▶ Task
Retype only what runs from the beginning of the data through the line with "position:relative; width:2465px; height:1451px;"; please omit the pictures and keep every line exact.

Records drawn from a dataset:
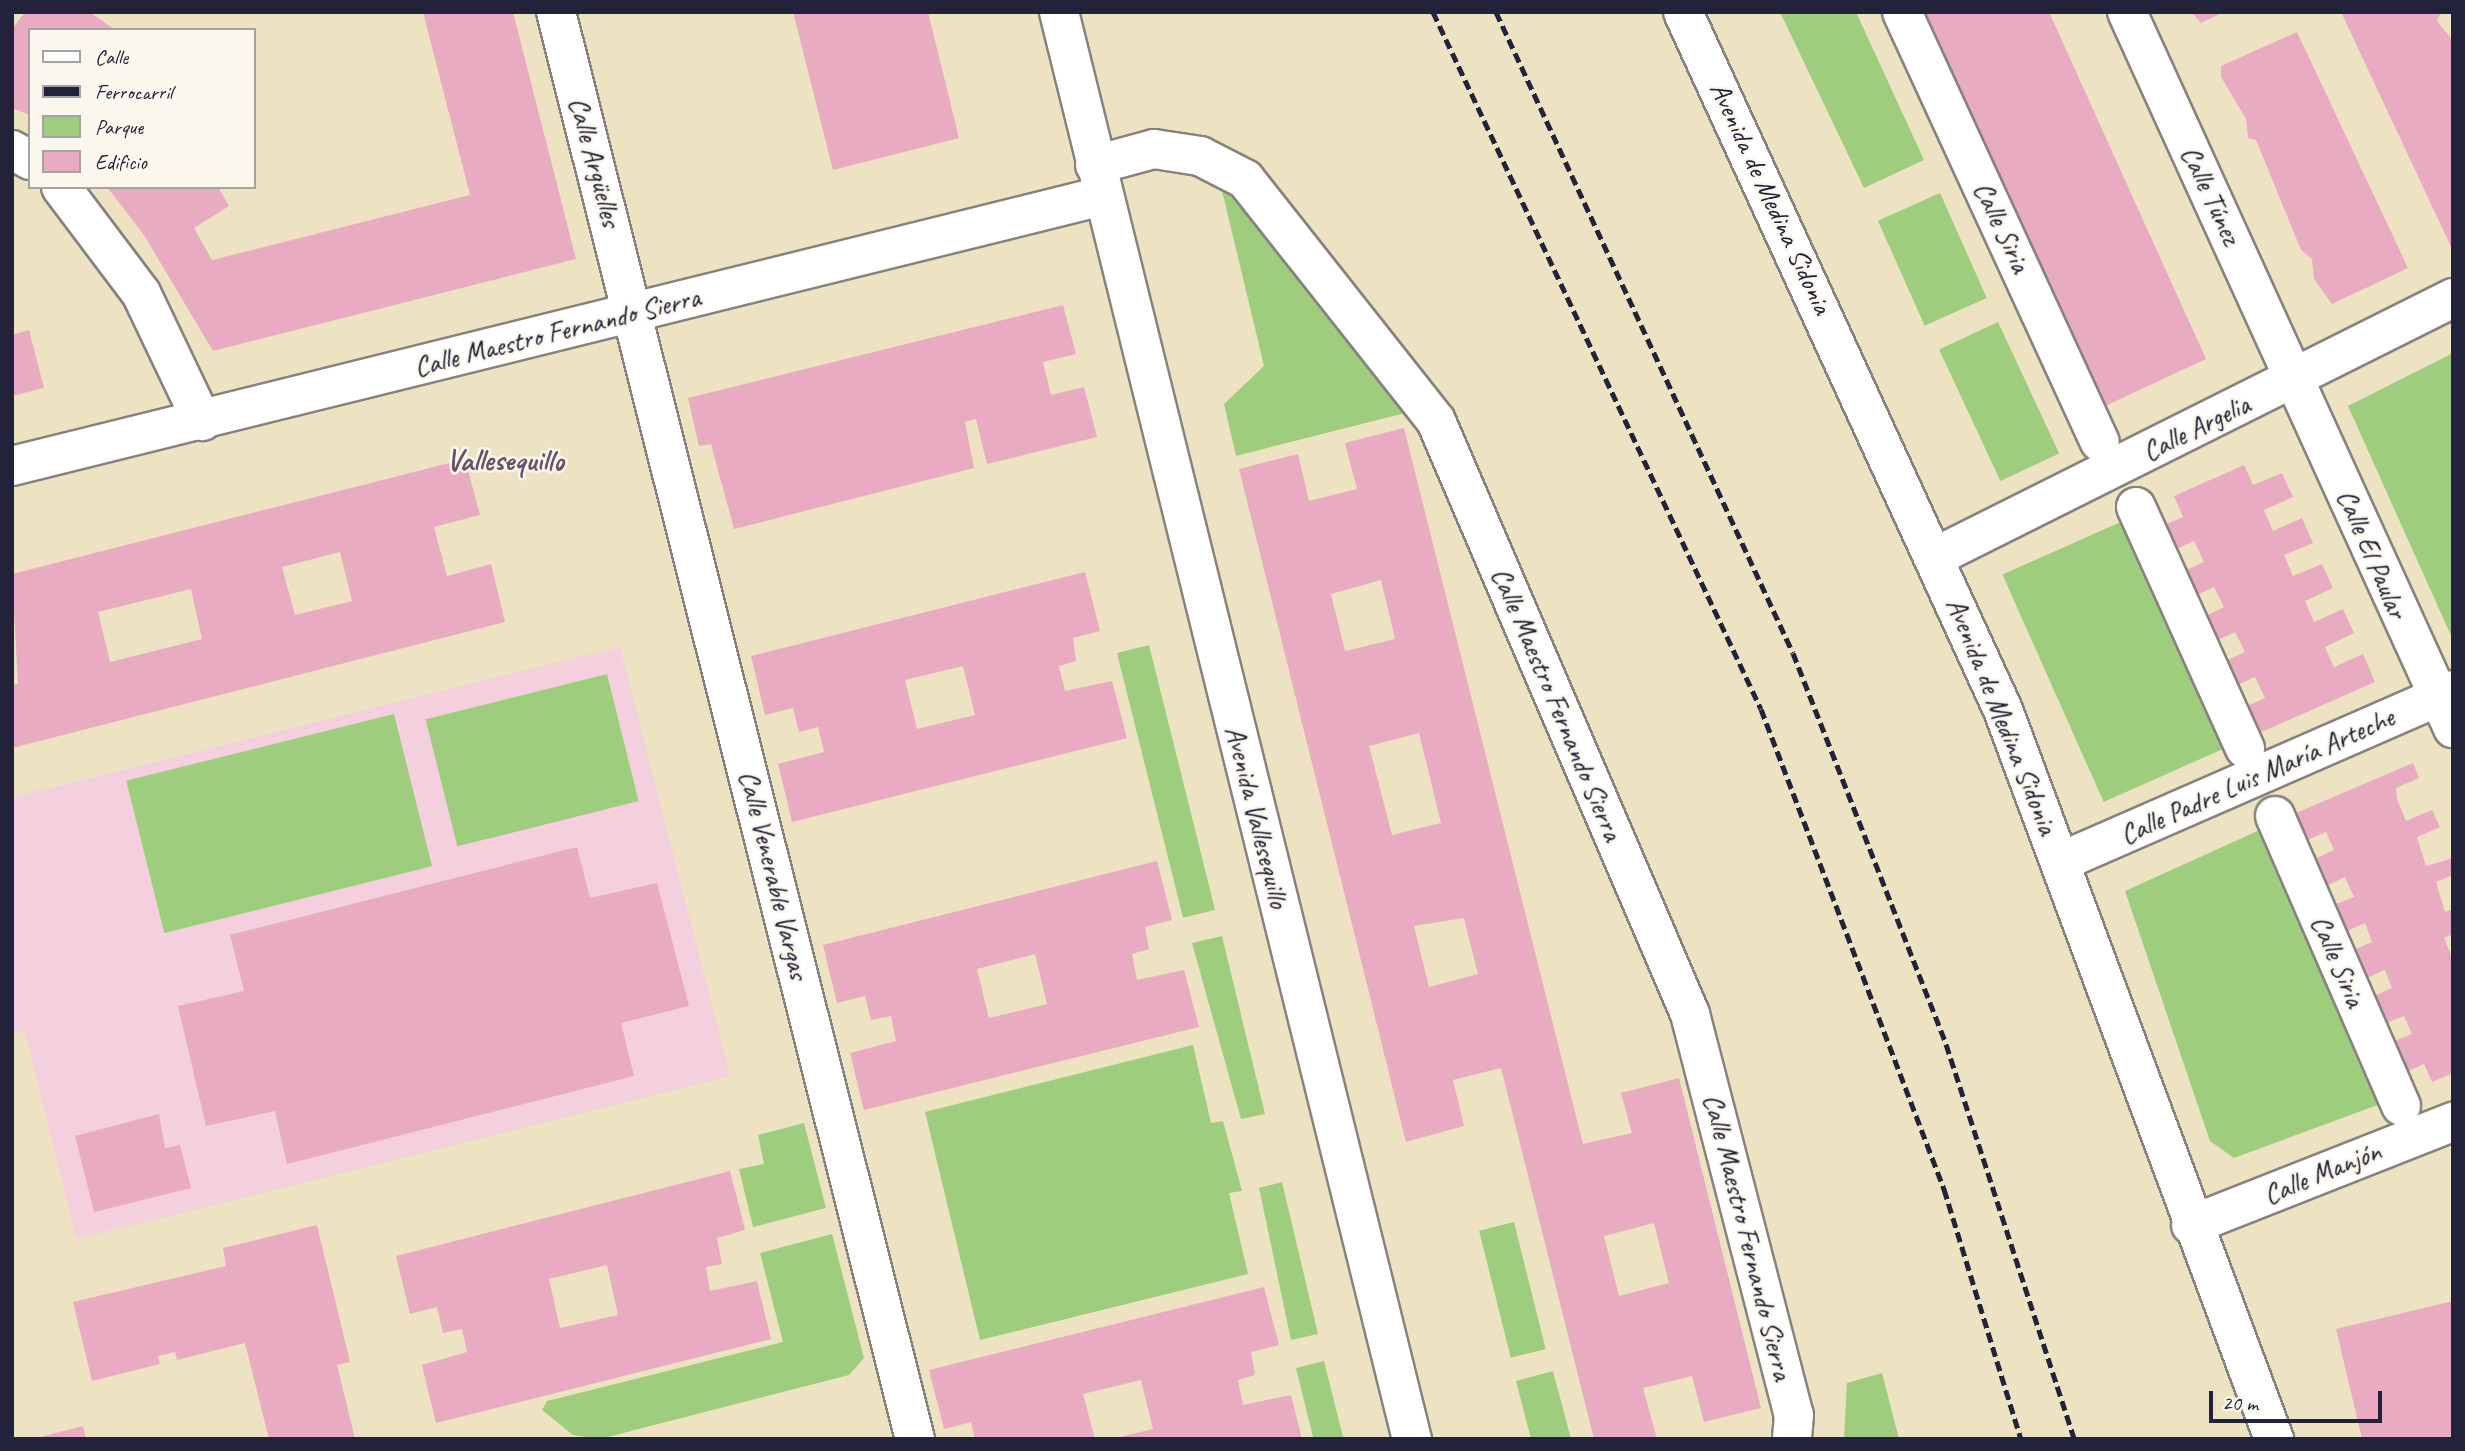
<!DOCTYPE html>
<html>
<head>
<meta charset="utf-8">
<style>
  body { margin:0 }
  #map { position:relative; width:2465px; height:1451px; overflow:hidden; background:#ede3c2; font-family:Caveat,sans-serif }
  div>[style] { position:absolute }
  .built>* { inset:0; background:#f4cfdd }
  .green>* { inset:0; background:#9ece7d; transform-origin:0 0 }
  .building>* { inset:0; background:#e8abc1 }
  .roads { filter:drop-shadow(2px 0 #88827e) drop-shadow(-2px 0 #88827e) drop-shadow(0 2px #88827e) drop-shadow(0 -2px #88827e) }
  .minor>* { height:38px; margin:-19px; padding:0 19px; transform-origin:19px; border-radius:19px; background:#fff }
  .major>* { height:38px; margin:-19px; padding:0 19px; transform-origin:19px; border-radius:19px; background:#fff }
  .rail>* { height:5px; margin-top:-2.5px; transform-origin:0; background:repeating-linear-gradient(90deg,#22223b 0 10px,transparent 0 15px) }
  span { translate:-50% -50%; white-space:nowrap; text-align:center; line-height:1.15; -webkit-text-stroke:5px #fbf7ec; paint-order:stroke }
  .street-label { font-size:28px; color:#22223b }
  .neighbourhood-label { font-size:30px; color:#67526a; font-weight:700 }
  .frame { position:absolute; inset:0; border:14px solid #22223b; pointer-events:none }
  .legend { position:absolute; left:28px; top:28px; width:228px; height:161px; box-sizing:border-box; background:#fbf7ec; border:2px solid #a4a2a5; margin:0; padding:9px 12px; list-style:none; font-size:21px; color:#22223b }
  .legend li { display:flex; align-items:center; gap:14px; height:35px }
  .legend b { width:35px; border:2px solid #a4a2a5 }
  .scale { position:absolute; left:2209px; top:1391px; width:173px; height:32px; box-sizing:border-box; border:4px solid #22223b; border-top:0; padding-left:9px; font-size:21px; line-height:24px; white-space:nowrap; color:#22223b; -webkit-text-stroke:5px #fbf7ec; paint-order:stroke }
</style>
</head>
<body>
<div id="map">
  <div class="built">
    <i style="clip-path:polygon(620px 647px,730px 1076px,76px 1239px,25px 1031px,12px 1033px,12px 797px)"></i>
  </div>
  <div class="green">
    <i style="clip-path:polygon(1780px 12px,1856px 12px,1924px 160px,1864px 188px)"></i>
    <i style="clip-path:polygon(1219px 178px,1244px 195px,1409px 412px,1236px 456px,1224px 404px,1264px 366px)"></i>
    <i style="left:1940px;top:193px;width:115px;height:68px;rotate:66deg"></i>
    <i style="left:1998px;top:322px;width:145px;height:65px;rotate:65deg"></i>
    <i style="clip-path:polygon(2453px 353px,2453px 640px,2348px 406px)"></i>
    <i style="left:2134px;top:516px;width:249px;height:144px;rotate:66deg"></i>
    <i style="left:1149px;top:645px;width:273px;height:33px;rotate:76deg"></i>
    <i style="left:607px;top:674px;width:131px;height:187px;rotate:76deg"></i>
    <i style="left:394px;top:714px;width:157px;height:276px;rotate:76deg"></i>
    <i style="clip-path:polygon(2273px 824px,2391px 1100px,2234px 1158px,2210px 1141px,2125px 891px)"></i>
    <i style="clip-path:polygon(1222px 936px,1265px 1114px,1241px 1119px,1192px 943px)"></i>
    <i style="clip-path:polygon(1193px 1045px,1211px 1123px,1223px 1121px,1242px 1191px,1229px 1193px,1248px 1274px,980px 1340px,925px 1112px)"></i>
    <i style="clip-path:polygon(804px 1123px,826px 1208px,753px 1227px,739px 1169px,764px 1164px,758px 1135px)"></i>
    <i style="clip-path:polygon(1282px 1182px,1318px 1334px,1291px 1340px,1259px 1188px)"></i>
    <i style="left:1514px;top:1222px;width:131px;height:36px;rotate:76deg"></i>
    <i style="clip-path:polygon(832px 1234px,864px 1358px,849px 1375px,600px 1439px,573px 1435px,542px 1410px,547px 1401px,783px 1342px,760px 1253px)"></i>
    <i style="left:1324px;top:1361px;width:81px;height:29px;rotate:76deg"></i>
    <i style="clip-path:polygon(1553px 1371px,1571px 1439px,1531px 1439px,1516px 1381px)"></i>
    <i style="clip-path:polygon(1882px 1373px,1899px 1439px,1844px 1439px,1847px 1383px)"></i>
  </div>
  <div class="building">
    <i style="clip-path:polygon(25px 12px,90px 12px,115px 30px,30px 30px,30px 115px,12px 108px,12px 29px)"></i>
    <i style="clip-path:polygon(423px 12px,513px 12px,576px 259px,213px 351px,144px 235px,107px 187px,218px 187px,229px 206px,194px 228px,212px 260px,470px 195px)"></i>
    <i style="clip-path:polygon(793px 12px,928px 12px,959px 138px,833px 170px)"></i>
    <i style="clip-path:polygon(1920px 12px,2049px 12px,2206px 359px,2105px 406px)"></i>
    <i style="clip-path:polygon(2191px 12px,2224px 12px,2201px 23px)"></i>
    <i style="clip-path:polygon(2341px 12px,2441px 12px,2437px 21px,2453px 41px,2453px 251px)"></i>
    <i style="clip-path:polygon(2297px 32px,2408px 268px,2332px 304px,2314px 279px,2312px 259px,2301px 250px,2256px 140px,2248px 138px,2246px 119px,2221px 77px,2221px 66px)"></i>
    <i style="clip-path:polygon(1063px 305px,1076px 354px,1043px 362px,1051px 395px,1084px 387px,1097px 437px,987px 464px,976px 419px,965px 422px,974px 468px,734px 529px,711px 444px,699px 446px,688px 398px)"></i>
    <i style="clip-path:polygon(29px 330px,44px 388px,12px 396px,12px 335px)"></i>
    <i style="clip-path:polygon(evenodd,1404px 428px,1583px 1144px,1632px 1133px,1621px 1093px,1679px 1078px,1761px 1408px,1704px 1422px,1692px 1376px,1643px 1388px,1657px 1439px,1594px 1439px,1501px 1068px,1453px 1080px,1464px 1126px,1406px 1142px,1239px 469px,1298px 454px,1309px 501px,1357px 489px,1345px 443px,1404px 428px,1381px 580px,1395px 639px,1345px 651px,1331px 594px,1381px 580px,1404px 428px,1419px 733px,1441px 823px,1392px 835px,1369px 746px,1419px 733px,1404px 428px,1464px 918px,1478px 974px,1429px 987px,1414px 926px,1464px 918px,1404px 428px,1654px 1223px,1669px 1283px,1619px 1296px,1604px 1236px,1654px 1223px)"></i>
    <i style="clip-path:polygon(evenodd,465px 459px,480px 515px,434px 527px,447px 576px,491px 564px,505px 622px,12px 748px,12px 685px,18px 684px,12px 574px,465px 459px,340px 552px,352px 601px,295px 615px,282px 567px,340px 552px,465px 459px,191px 589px,202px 639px,110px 662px,98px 612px,191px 589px)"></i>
    <i style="clip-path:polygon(2244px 465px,2253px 485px,2282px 473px,2293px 497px,2264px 510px,2273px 531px,2302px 518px,2313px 543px,2284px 555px,2293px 576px,2322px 564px,2333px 588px,2305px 601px,2314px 622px,2343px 609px,2354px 633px,2325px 647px,2334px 667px,2363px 654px,2375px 682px,2248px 738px,2236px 711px,2265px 698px,2255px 677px,2227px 690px,2216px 665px,2245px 652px,2235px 632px,2207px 645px,2196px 621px,2224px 607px,2214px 587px,2187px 600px,2175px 575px,2204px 562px,2194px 541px,2166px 554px,2155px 529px,2183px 517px,2174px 496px)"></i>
    <i style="clip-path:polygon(evenodd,1085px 572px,1100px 631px,1073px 638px,1076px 661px,1059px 666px,1065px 691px,1112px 681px,1127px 738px,792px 822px,778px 764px,824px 752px,818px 727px,799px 732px,793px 708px,765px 715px,751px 656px,1085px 572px,963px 666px,975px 715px,917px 729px,905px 680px,963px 666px)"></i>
    <i style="clip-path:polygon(2413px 763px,2419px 778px,2396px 788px,2397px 799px,2406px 821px,2432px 810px,2440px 827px,2417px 837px,2426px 866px,2453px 858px,2453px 875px,2436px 882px,2445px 912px,2453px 909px,2453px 934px,2444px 938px,2453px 960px,2453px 1073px,2432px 1082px,2424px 1064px,2394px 1077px,2382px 1046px,2412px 1034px,2404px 1016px,2374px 1028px,2362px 1001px,2392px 988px,2385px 970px,2355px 983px,2342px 955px,2372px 942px,2365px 923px,2334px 937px,2324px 909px,2354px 897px,2345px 877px,2315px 891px,2304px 864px,2334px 850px,2326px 832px,2296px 845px,2284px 818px)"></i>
    <i style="clip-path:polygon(577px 847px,590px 898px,657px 883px,689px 1006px,621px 1023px,634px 1076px,287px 1164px,275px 1111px,206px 1126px,178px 1006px,244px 991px,230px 935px)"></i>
    <i style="clip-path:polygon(evenodd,1157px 861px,1172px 920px,1145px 927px,1149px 949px,1132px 954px,1137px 980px,1184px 970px,1199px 1027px,864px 1110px,850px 1053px,896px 1041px,891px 1016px,871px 1020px,865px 996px,837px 1003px,823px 945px,1157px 861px,1035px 954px,1047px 1004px,989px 1018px,977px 969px,1035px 954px)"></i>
    <i style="clip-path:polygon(159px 1114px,165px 1148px,180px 1145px,191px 1188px,94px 1212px,75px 1136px)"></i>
    <i style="clip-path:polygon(evenodd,730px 1171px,745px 1230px,717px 1238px,722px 1264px,706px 1267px,710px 1291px,757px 1281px,771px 1339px,436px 1423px,422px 1365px,467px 1352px,462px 1329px,443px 1333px,437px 1307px,410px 1314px,396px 1256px,730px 1171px,607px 1265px,618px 1315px,560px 1328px,549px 1279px,607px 1265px)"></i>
    <i style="clip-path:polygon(317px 1225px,350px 1362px,337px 1365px,355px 1439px,269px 1439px,245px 1343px,177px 1360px,175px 1352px,158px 1356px,160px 1364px,92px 1381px,73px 1302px,226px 1266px,223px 1248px)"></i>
    <i style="clip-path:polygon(1264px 1287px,1279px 1345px,1251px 1352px,1255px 1375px,1238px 1380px,1243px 1405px,1291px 1395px,1302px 1439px,1112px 1439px,1153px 1429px,1141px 1380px,1083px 1394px,1095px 1439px,975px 1439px,971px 1422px,944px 1429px,929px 1370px)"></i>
    <i style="clip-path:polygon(2453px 1301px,2453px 1439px,2362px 1439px,2336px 1329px)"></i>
    <i style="clip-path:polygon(83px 1426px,86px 1439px,36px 1439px,36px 1438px)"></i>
  </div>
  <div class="roads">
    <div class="minor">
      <i style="left:556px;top:12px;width:1471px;rotate:75.88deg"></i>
      <i style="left:1059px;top:12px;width:1470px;rotate:76.11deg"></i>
      <i style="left:1902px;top:12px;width:473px;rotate:65.3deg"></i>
      <i style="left:2127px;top:12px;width:787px;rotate:65.52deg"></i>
      <i style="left:12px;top:150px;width:21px;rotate:29deg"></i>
      <i style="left:1095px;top:165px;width:61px;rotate:-15.2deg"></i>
      <i style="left:1154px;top:149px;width:47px;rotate:8.7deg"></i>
      <i style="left:1200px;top:156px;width:51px;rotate:27.1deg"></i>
      <i style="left:1245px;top:179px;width:308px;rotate:51.7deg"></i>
      <i style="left:1436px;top:421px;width:645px;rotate:66.81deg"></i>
      <i style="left:1690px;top:1014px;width:414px;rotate:75.5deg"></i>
      <i style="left:1794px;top:1415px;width:24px;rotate:95deg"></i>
      <i style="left:61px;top:187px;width:133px;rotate:53deg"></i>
      <i style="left:141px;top:293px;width:142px;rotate:64.5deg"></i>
      <i style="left:12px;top:466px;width:1123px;rotate:-13.91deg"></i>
      <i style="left:2136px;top:507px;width:265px;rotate:65.7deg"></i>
      <i style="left:1937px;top:556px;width:577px;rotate:-26.57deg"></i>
      <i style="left:2275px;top:816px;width:316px;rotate:66.5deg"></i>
      <i style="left:2060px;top:862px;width:429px;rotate:-23.6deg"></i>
      <i style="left:2191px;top:1225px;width:282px;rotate:-21.5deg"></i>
    </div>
    <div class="major">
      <i style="left:1683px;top:12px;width:768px;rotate:65.37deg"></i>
      <i style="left:2003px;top:710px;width:778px;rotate:69.61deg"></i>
    </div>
  </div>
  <div class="rail">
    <i style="left:1433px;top:12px;width:770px;rotate:64.8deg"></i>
    <i style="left:1761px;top:709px;width:514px;rotate:69.13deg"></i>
    <i style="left:1944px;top:1189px;width:262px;rotate:72.9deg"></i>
    <i style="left:1496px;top:12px;width:706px;rotate:65.14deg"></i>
    <i style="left:1793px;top:653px;width:420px;rotate:68.6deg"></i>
    <i style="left:1946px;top:1044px;width:415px;rotate:72deg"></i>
  </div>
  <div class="street-label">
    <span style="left:595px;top:162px;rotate:75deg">Calle Argüelles</span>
    <span style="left:2211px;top:195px;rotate:65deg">Calle Túnez</span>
    <span style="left:1771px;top:198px;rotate:65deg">Avenida de Medina Sidonia</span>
    <span style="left:2002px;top:227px;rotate:65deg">Calle Siria</span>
    <span style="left:557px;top:332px;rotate:-14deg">Calle Maestro Fernando Sierra</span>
    <span style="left:2196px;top:428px;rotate:-26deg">Calle Argelia</span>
    <span style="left:2372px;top:554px;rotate:67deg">Calle El Paular</span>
    <span style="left:1557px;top:704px;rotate:67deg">Calle Maestro Fernando Sierra</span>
    <span style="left:2002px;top:716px;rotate:68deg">Avenida de Medina Sidonia</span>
    <span style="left:2257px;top:776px;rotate:-24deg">Calle Padre Luis María Arteche</span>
    <span style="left:1257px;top:817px;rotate:76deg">Avenida Vallesequillo</span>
    <span style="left:774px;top:875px;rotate:76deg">Calle Venerable Vargas</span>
    <span style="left:2338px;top:961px;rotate:67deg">Calle Siria</span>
    <span style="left:2322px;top:1173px;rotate:-22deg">Calle Manjón</span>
    <span style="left:1748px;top:1237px;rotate:76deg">Calle Maestro Fernando Sierra</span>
  </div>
  <div class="neighbourhood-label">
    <span style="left:505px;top:460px">Vallesequillo</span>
  </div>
  <div class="frame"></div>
  <ul class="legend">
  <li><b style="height:9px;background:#fff"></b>Calle</li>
  <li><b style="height:9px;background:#22223b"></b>Ferrocarril</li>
  <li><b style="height:19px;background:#9ece7d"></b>Parque</li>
  <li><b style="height:19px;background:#e8abc1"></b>Edificio</li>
  </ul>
  <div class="scale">20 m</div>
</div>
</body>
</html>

▶ Problem solution
<!DOCTYPE html>
<html>
<head>
<meta charset="utf-8">
<style>
  body { margin:0 }
  #map { position:relative; width:2465px; height:1451px; overflow:hidden; background:#ede3c2; font-family:Caveat,sans-serif }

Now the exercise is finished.